JACKSONVILLE, Fla. – The Duval County School Board voted Tuesday evening in favor of the purchase of 143,000 reusable face masks to distribute to all students, faculty and staff in the district.
The vote was 6-1. The mask policy will next be reviewed by the school board after Dr. Diana Greene -- the school superintendent -- and staff have reviewed CDC protocols for returning students to face to face instruction.
A spokesperson for the school district noted that the board voted on a recommendation to purchase the masks, but not to require students and staff to wear them. The spokesperson added that no policy or decisions have been made regarding that or the reopening of schools.
The order would cost the district $300,400 from funds which would be drawn from the 10740 special fund “used to categorize expenditures specifically addressing COVID-19 costs.”
The breakdown of what will be purchased for each subgroup of students and staff can be seen in the table below which was included in the board’s agenda.
“We are going to encounter many challenges.

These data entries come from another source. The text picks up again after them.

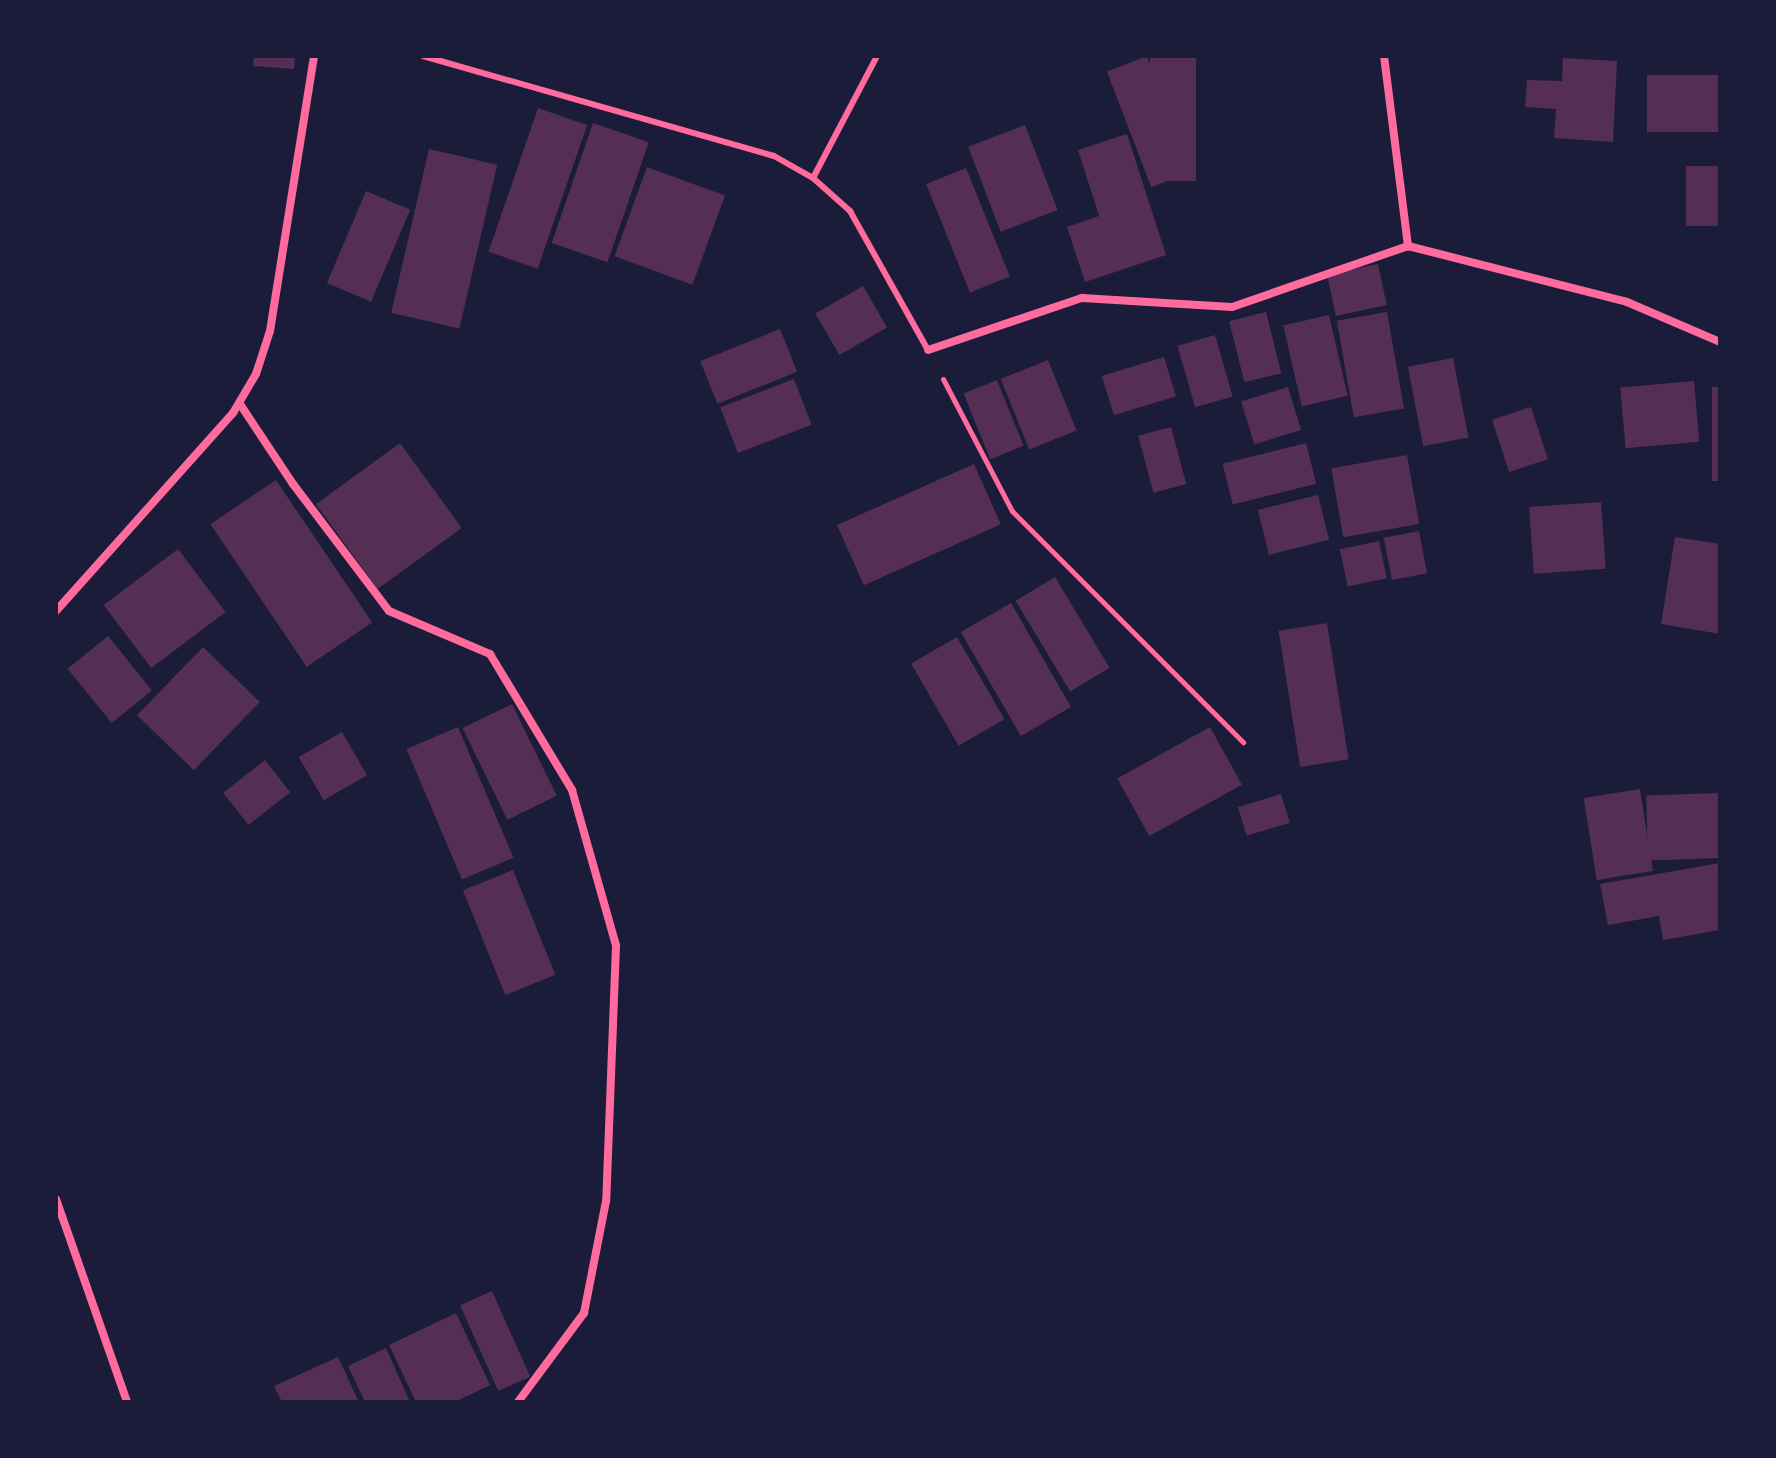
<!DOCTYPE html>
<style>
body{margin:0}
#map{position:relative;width:1776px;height:1458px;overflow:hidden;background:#1b1b3a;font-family:"Public Sans",sans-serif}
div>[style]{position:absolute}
.building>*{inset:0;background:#542f53;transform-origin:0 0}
.path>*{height:5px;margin:-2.5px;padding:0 2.5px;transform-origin:2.5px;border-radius:2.5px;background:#ff6b9d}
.service>*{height:6px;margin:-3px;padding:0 3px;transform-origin:3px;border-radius:3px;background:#ff6b9d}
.minor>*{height:8px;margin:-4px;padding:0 4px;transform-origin:4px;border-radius:4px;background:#ff6b9d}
span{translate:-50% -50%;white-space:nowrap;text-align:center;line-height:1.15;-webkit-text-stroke:8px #1b1b3a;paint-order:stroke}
.frame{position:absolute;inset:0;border:58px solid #1b1b3a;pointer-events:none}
</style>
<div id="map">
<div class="building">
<i style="clip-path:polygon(254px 56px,295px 56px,294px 69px,253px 66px)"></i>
<i style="left:1147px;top:56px;width:124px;height:43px;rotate:69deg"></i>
<i style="left:1150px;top:56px;width:46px;height:125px"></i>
<i style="clip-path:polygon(1563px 58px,1617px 61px,1613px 142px,1554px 138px,1556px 109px,1525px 107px,1527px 80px,1562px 81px)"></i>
<i style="left:1720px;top:75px;width:57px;height:73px;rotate:90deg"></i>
<i style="left:538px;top:108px;width:52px;height:152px;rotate:19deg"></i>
<i style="left:593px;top:123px;width:59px;height:127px;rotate:19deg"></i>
<i style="left:1025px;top:125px;width:91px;height:61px;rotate:69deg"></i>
<i style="clip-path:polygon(1127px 134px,1166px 255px,1085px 282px,1067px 227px,1099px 216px,1078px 150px)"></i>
<i style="left:429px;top:149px;width:70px;height:168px;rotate:13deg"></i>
<i style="left:1720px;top:166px;width:60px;height:34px;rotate:90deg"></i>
<i style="left:647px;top:167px;width:83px;height:95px;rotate:20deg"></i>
<i style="left:966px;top:168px;width:117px;height:43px;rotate:68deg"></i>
<i style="left:366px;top:191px;width:48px;height:100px;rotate:23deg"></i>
<i style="left:1378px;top:264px;width:42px;height:52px;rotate:78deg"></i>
<i style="left:863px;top:286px;width:48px;height:55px;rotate:60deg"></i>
<i style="left:1266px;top:312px;width:63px;height:38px;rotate:76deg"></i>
<i style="left:1387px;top:312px;width:98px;height:51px;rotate:80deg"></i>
<i style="left:1329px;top:315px;width:83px;height:47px;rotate:77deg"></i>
<i style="left:780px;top:329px;width:46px;height:86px;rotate:68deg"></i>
<i style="left:1215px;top:335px;width:64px;height:39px;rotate:74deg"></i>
<i style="left:1164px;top:357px;width:41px;height:65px;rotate:73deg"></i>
<i style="left:1453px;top:358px;width:81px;height:46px;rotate:79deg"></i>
<i style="left:1048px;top:360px;width:76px;height:51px;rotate:68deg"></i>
<i style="left:794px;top:379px;width:49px;height:79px;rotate:69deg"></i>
<i style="left:997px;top:380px;width:71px;height:36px;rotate:68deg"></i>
<i style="left:1694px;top:381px;width:61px;height:74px;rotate:85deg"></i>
<i style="left:1288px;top:387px;width:45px;height:49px;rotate:73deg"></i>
<i style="left:1712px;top:387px;width:8px;height:94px"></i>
<i style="left:1531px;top:407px;width:55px;height:41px;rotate:72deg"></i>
<i style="left:1171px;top:427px;width:59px;height:34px;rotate:75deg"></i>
<i style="left:400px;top:443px;width:105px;height:104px;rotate:54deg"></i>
<i style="left:1306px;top:443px;width:42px;height:86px;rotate:76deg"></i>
<i style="left:1407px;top:455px;width:70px;height:77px;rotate:80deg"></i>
<i style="left:974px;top:464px;width:66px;height:150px;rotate:66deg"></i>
<i style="left:276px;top:480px;width:172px;height:79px;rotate:56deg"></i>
<i style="left:1318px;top:495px;width:46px;height:62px;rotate:76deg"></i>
<i style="left:1601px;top:502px;width:67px;height:72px;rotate:86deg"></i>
<i style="left:1419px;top:531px;width:43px;height:36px;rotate:79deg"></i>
<i style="clip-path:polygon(1675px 537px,1720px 544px,1720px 634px,1661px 624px)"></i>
<i style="left:1379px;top:541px;width:38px;height:40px;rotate:78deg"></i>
<i style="left:178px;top:549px;width:79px;height:93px;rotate:53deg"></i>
<i style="left:1055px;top:577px;width:106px;height:46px;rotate:59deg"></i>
<i style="left:1011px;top:603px;width:120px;height:58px;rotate:60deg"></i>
<i style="left:1327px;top:623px;width:138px;height:49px;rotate:81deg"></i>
<i style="left:108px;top:636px;width:70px;height:52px;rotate:51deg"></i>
<i style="left:957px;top:637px;width:95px;height:53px;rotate:60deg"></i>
<i style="left:203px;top:647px;width:79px;height:95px;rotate:44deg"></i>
<i style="left:512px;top:704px;width:102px;height:55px;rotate:64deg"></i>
<i style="left:458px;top:727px;width:142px;height:56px;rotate:67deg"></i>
<i style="left:1210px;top:727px;width:66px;height:106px;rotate:61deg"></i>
<i style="left:342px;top:732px;width:50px;height:50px;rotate:60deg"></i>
<i style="left:265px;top:760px;width:41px;height:53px;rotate:52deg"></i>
<i style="left:1640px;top:789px;width:83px;height:57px;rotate:81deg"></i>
<i style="left:1718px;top:793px;width:65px;height:72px;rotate:88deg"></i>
<i style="left:1281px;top:794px;width:30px;height:45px;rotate:73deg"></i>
<i style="clip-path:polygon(1720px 863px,1720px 930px,1663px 940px,1659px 916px,1608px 925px,1600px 884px)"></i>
<i style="left:513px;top:870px;width:113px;height:54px;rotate:68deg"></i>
<i style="left:492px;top:1291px;width:94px;height:35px;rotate:66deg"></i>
<i style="clip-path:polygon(456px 1313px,490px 1385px,455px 1402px,416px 1402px,389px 1345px)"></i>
<i style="clip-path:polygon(386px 1348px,410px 1402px,365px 1402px,348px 1366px)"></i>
<i style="clip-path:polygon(338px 1357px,359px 1402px,282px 1402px,274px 1386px)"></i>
</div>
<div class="path">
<i style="left:943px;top:379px;width:149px;rotate:62.4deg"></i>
<i style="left:1012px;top:511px;width:327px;rotate:45deg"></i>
</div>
<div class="service">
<i style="left:423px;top:56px;width:365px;rotate:15.9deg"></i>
<i style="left:774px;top:156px;width:45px;rotate:29.4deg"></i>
<i style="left:813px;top:178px;width:50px;rotate:41.7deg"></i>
<i style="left:850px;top:211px;width:159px;rotate:60.7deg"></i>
<i style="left:813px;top:178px;width:138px;rotate:-62.3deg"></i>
</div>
<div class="minor">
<i style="left:1384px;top:56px;width:192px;rotate:82.8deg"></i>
<i style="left:928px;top:350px;width:163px;rotate:-18.7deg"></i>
<i style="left:1082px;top:298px;width:150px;rotate:3.4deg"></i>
<i style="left:1232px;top:307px;width:186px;rotate:-19.1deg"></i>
<i style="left:1408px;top:246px;width:226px;rotate:14.3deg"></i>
<i style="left:1627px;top:302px;width:101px;rotate:23.3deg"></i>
<i style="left:240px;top:404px;width:96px;rotate:56.5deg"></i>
<i style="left:293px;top:484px;width:159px;rotate:52.9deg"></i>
<i style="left:389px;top:611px;width:110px;rotate:23.1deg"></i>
<i style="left:490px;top:654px;width:159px;rotate:58.9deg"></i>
<i style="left:572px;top:790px;width:162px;rotate:74.2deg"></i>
<i style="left:616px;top:946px;width:255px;rotate:92.2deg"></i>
<i style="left:606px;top:1201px;width:114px;rotate:101.1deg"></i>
<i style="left:584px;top:1313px;width:111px;rotate:126.6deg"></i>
<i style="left:56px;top:611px;width:266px;rotate:-48.2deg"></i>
<i style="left:233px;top:413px;width:45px;rotate:-59.5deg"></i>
<i style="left:256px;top:374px;width:45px;rotate:-72deg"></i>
<i style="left:270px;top:331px;width:278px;rotate:-80.9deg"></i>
<i style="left:56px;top:1199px;width:215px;rotate:70.7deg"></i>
</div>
<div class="frame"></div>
</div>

Yes, they’re going to send their children to school, and at the beginning of the day they don’t have a fever but come lunchtime they do,” Greene said during the meeting. “We better be prepared to isolate that student and give that student every opportunity to be protected and the people who have to serve that student.”
What will school look like this fall?
Public school leaders in Duval County want to hear from parents before finalizing their reopening strategy for Fall 2020, after the recent school year was abruptly and profoundly impacted by the COVID-19 pandemic.
“With Florida, Jacksonville, and the entire nation beginning to reopen, understanding how the pandemic situation changes over the next few weeks will be very important to the decisions we make for the opening of school next year, which is planned for Aug. 10, 2020,” a district spokesperson said in a letter to parents Tuesday. “We are considering multiple possibilities for next year, and we want to hear caregivers’ thoughts on those.”
The survey first asks participants to identify their relation to the school district, whether they be a student, parent, teacher, staff, etc.
Participants are then asked to share, on a scale of one to 10, their comfort level with a variety of possible situations that the district might employ for the fall semester. “One” is considered uncomfortable and “10” indicates complete comfort.
- Your child returns with all students on Aug. 10 to a regular full-time schedule, as usual.
- Your child returns with all students on Aug. 10 to a regular full-time schedule, with personal protection equipment (face masks, face shields) and handwashing protocols.
- Your child returns with all students after Labor Day with personal protection equipment and handwashing protocols.
- Your child returns with some students beginning on Aug. 10 on a staggered schedule, attending school only on designated days to allow for social distancing, with no online component.
- Your child continues learning online when school resumes on Aug. 10 until it is safe to return to brick and mortar schools.
- Your child returns to school on Aug. 10 using a combination of face-to-face and online learning throughout the week to ensure social distancing in brick and mortar schools.
- Your child completely withdraws from his or her normal brick-and-mortar school and enrolls for the entire school year in a full-time virtual school option, such as Duval Virtual Instruction Academy.
The survey then asks participants to weigh in on various increased safety measures or strategies that the district might employ once in-person classes resume.
Parents are asked to grade their interest in the following nine scenarios on a scale of one to five stars, with the number of stars.
- Frequent hand-washing
- Employees wearing face shields
- Employees and students wearing facial coverings
- Social-distancing of students
- Physical barriers to separate people
- Staggered days, so only a portion of students are in the school at any given time
- Delaying the start of the school year
- Students remain enrolled in brick-and-mortar school but learn completely online through Duval HomeRoom
- Going to a completely online platform, such as Duval Virtual Instruction Academy
Parents were instructed to complete the survey “this week" but officials did not cite a date when it will close.
“It is premature to say how school will be conducted when students and teachers return in the fall," the email said. “As we get guidance from health authorities, thoughts from all of our stakeholder groups, and more information regarding how the pandemic responds to reopening of the community, we will be prepared to make and support the option that is both best for learning and best for the health of our students, our employees, and our community.”